In contrast, it is possible to design compact slow light photonic crystal (PhC) waveguides [20–24] that can meet the challenges of both ultra-high speed and energy efficient operation [25–27]. Not only does their sub-µm scale optical confinement provide γ’s comparable with nanowires, but PhC waveguides represent a unique platform where the dispersion of light can be engineered with an unprecedented degree of flexibility. Slight structural modifications of the natural periodicity of the PhC lattice have yielded [25–27] very high (up to ng = 90) group index waveguides with limited dispersion. As light enters the high group index region of a PhC waveguide, (Fig. 1 ), it slows down and hence is spatially compressed along the direction of propagation , increasing the optical energy density and hence dramatically enhancing the efficiency of nonlinear optical processes. Slow light has been shown to enhance χ(3 ) related nonlinear optical phenomena by a factor S2 for quadratic NL processes [28–32], and S3 for cubic processes , where S is the “slow-down” factor given by S = nslow / n0 (where n0 is the background (un-enhanced) refractive index of the medium or waveguide). In particular, the effective nonlinearity parameter, given by γ × S2 in slow PhC waveguides, can be as high as 5000m−1W−1 for S~10 . Recently, this was exploited to demonstrate slow light enhanced optical third-harmonic generation (THG)  and self-phase modulation (SPM) [28,29], in 2D silicon PhC waveguides using optical pulses with only a few watts of peak power and at low repetition rates. Similarly enhanced performance is predicted for four-wave mixing  and Raman amplification  in this type of structure.
In this paper, we exploit the full potential of slow light PhC waveguides to demonstrate their first application to ultra-high speed all-optical signal processing on a chip. We show that even under extremely high bandwidth operation – approaching 1Tb/s – the effective waveguide nonlinearity is still significantly enhanced by slow light. This low group velocity (c/40), along with the low dispersion and moderate linear loss  over a very wide bandwidth (> 1THz) allowed us to achieve optical performance monitoring (OPM) of in-band optical signal to noise ratio (OSNR) and residual dispersion at data rates up to 640Gb/s in 2D silicon PhC waveguides - 16 times faster than the current record of 40Gb/s for a silicon all-optical device . Our device is also much shorter (80μm versus 1cm to 2.5cm) and operates at much lower power levels (< 14mW coupled average power versus 100’s of mW) than what is typical  for silicon nanowires. A key aspect of this work is that it is based on optical THG that arises from the same nonlinearity (χ(3)) that underpins almost all optical signal processing, and so this work opens the door for slow light to play a key role in achieving practical all-optical photonic integrated circuits for future ultra-high bandwidth telecommunications systems.
2. Principle of Operation
Optical performance monitoring [38–41] is critical for ultra-high bandwidth optical communications systems where signals become much more sensitive to transmission impairments such as amplified spontaneous emission (ASE) noise, chromatic dispersion, polarization mode dispersion, loss and others.
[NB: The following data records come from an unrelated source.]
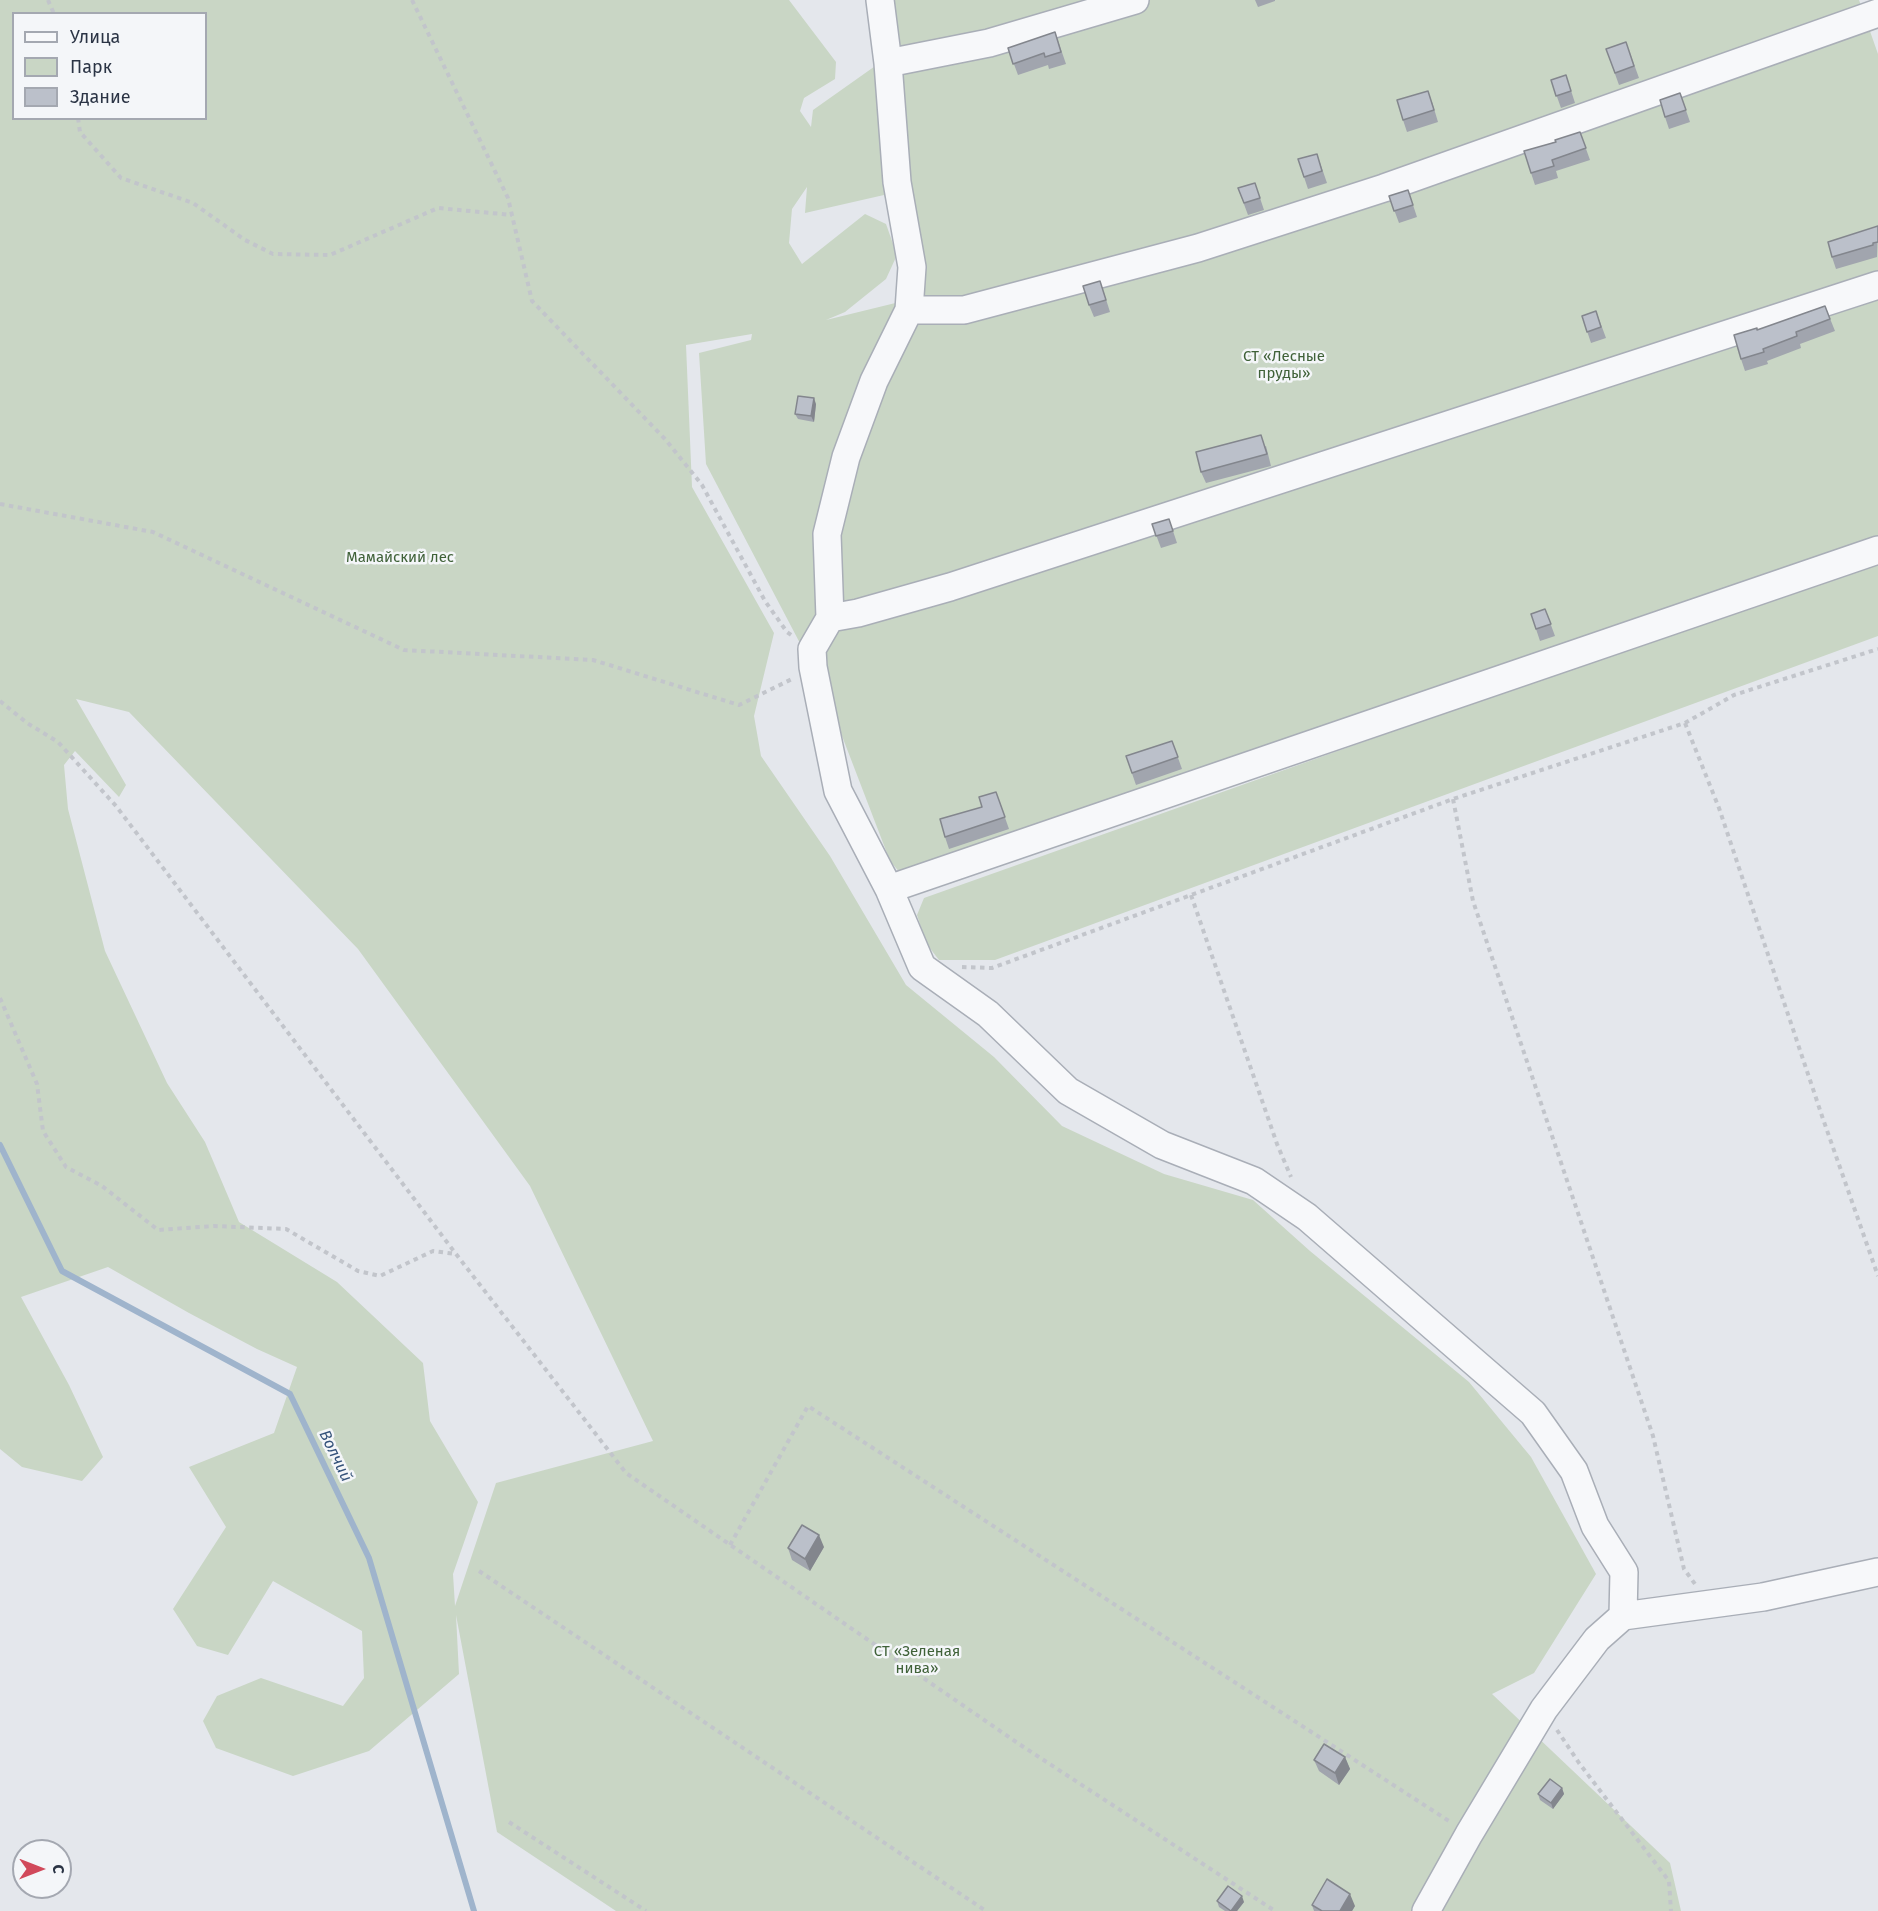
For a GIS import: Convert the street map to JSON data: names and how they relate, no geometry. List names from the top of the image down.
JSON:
{
  "water": ["Волчий"],
  "parks": ["СТ «Лесные пруды»", "Мамайский лес", "СТ «Зеленая нива»"],
  "legend": ["Улица", "Парк", "Здание"],
  "north": "right"
}
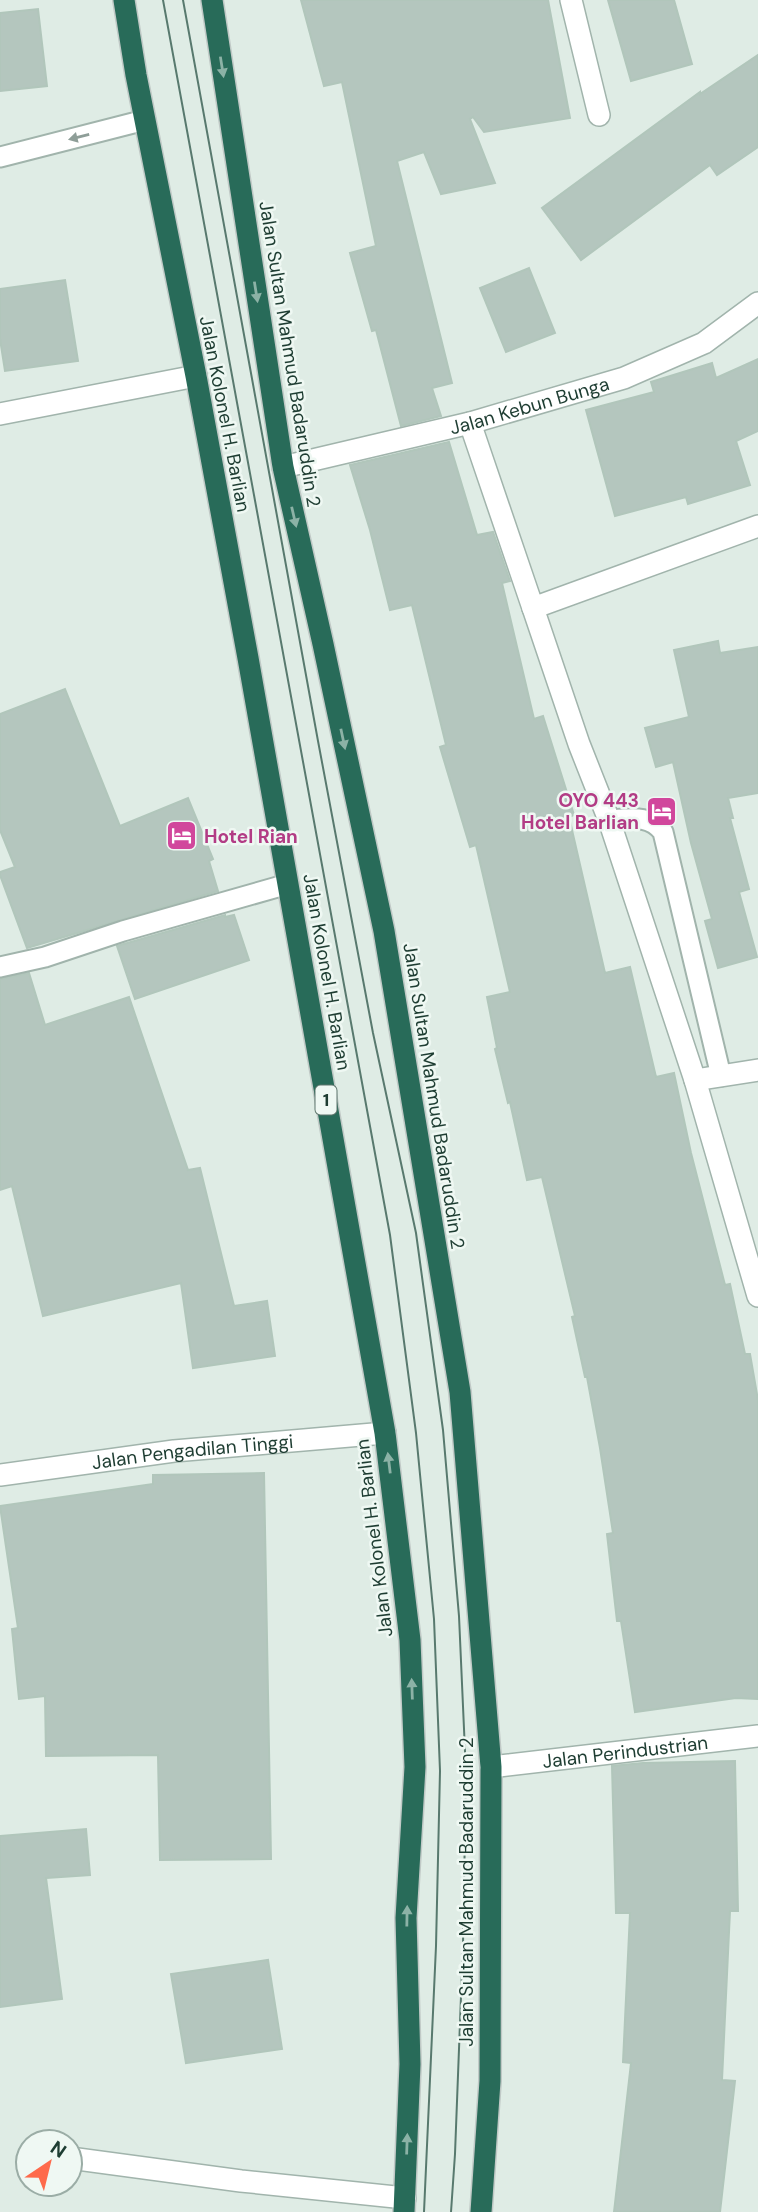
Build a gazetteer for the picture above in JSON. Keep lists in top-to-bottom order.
{
  "streets": {
    "highway": ["Jalan Sultan Mahmud Badaruddin 2", "Jalan Kolonel H. Barlian", "1"],
    "street": ["Jalan Kebun Bunga", "Jalan Pengadilan Tinggi", "Jalan Perindustrian"]
  },
  "crossings": [
    ["Jalan Sultan Mahmud Badaruddin 2", "Jalan Kebun Bunga"],
    ["Jalan Sultan Mahmud Badaruddin 2", "Jalan Perindustrian"],
    ["Jalan Kolonel H. Barlian", "Jalan Pengadilan Tinggi"]
  ],
  "one_way": ["Jalan Sultan Mahmud Badaruddin 2"],
  "places": {
    "hotel": ["OYO 443 Hotel Barlian", "Hotel Rian"]
  },
  "north": "top right"
}
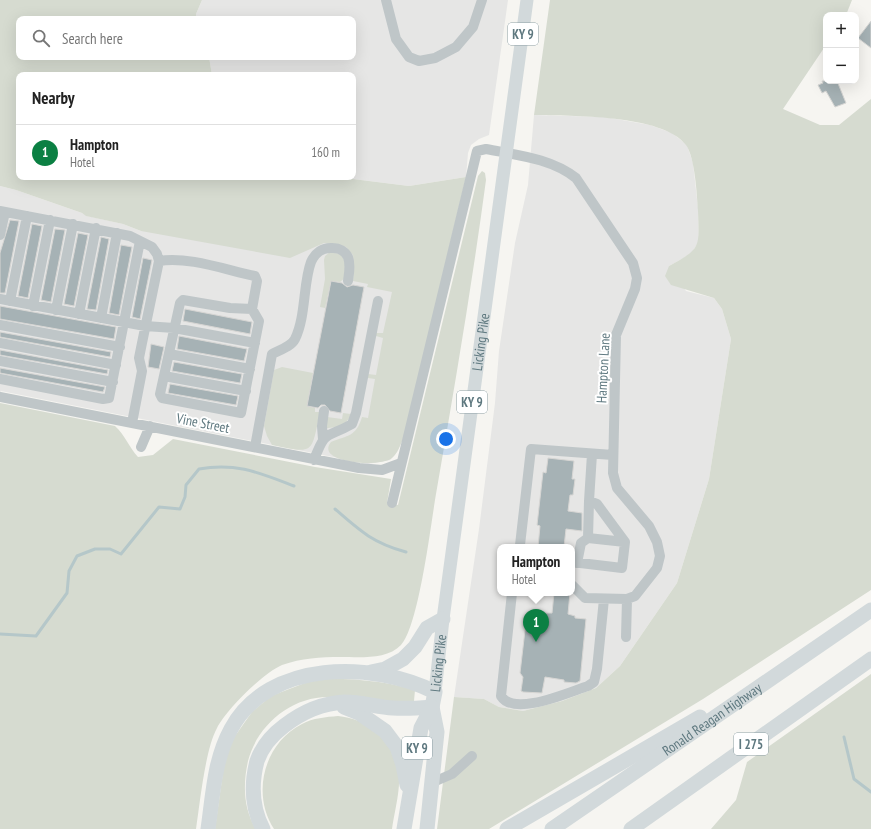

Without monitoring signal quality, a reduction in network performance is only discovered once actual data is lost. However, at very high data rates electronic monitoring methods become impractical. All-optical performance monitors can generate a DC signal that is a direct reflection of the signal quality (“eye” opening, for example), even in the Tbit/s regime; the higher the quality of the data, the higher the average output signal of the optical monitor. All-optical techniques can also provide feedback to signal conditioning devices, such as tunable dispersion compensators [42,43], to allow continuous real-time optimization of signal quality. While various approaches have been taken to monitor the optical performance of networks, such as noise discrimination through measuring polarization state , asynchronous sampling , radio frequency optical spectrum monitoring , and others, an important method that has attracted significant interest is based on a simple nonlinear power transfer scheme [38–41]. Figure 2 illustrates the principle of this approach. Two signals with the same average power but differing degrees of degradation (due to noise, dispersion etc), evidenced by the quality of the “eye” opening, are transformed differently through the device nonlinear transfer function. The high quality pulse train emerges with a greater average power than the noisy signal since the peak to average power ratio is statistically higher. Thus, a simple average power measurement with a slow detector can distinguish between varying degrees of noise or other underlying distortions such as residual dispersion. This approach has been demonstrated using various third-order (χ(3)) nonlinearities to produce the key nonlinear transfer function such as two-photon detection [38,39], cascaded four-wave mixing (FWM) in an optical parametric amplifier (OPA) [41,46,47] or self (SPM) phase modulation . Our use of optical THG – its first for signal processing – is expected to achieve better performance since the associated nonlinear transfer function, i.e. a cubic (~[I(ω)]3) function of signal peak power, is steeper than other χ(3) processes (which vary quadratically with signal peak power) .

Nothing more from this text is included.